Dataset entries
· · · ·

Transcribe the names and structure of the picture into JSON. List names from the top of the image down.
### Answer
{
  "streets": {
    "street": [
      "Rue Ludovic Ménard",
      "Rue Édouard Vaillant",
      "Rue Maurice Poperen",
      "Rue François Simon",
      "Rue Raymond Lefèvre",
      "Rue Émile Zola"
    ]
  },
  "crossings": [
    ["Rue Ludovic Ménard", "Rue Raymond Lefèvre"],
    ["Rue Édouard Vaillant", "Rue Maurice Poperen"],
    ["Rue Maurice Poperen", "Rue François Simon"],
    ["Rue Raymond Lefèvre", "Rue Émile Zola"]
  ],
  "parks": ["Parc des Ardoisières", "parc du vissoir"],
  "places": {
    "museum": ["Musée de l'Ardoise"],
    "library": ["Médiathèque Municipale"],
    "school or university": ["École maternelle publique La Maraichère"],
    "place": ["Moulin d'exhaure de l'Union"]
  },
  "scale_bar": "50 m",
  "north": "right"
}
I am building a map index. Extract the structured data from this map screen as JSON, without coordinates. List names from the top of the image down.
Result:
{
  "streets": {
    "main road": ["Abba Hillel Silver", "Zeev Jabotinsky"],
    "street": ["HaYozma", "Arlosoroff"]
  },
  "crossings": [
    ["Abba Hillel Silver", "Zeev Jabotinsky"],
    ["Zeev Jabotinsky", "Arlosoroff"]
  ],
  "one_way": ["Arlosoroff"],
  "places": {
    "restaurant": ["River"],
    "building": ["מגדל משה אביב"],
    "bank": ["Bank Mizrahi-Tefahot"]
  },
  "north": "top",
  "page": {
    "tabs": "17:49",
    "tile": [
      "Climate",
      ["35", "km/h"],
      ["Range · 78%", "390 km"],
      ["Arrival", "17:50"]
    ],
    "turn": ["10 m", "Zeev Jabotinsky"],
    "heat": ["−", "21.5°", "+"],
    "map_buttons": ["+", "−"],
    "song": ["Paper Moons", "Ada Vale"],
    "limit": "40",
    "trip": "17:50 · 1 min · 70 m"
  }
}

· · · ·

#### INSTRUCTIONS FOR THE TASK:
Take the lines from the one containing "I am building" through the final line of the entries above, and set them down exactly, with nothing added.

#### TASK RESPONSE:
I am building a map index. Extract the structured data from this map screen as JSON, without coordinates. List names from the top of the image down.
Result:
{
  "streets": {
    "main road": ["Abba Hillel Silver", "Zeev Jabotinsky"],
    "street": ["HaYozma", "Arlosoroff"]
  },
  "crossings": [
    ["Abba Hillel Silver", "Zeev Jabotinsky"],
    ["Zeev Jabotinsky", "Arlosoroff"]
  ],
  "one_way": ["Arlosoroff"],
  "places": {
    "restaurant": ["River"],
    "building": ["מגדל משה אביב"],
    "bank": ["Bank Mizrahi-Tefahot"]
  },
  "north": "top",
  "page": {
    "tabs": "17:49",
    "tile": [
      "Climate",
      ["35", "km/h"],
      ["Range · 78%", "390 km"],
      ["Arrival", "17:50"]
    ],
    "turn": ["10 m", "Zeev Jabotinsky"],
    "heat": ["−", "21.5°", "+"],
    "map_buttons": ["+", "−"],
    "song": ["Paper Moons", "Ada Vale"],
    "limit": "40",
    "trip": "17:50 · 1 min · 70 m"
  }
}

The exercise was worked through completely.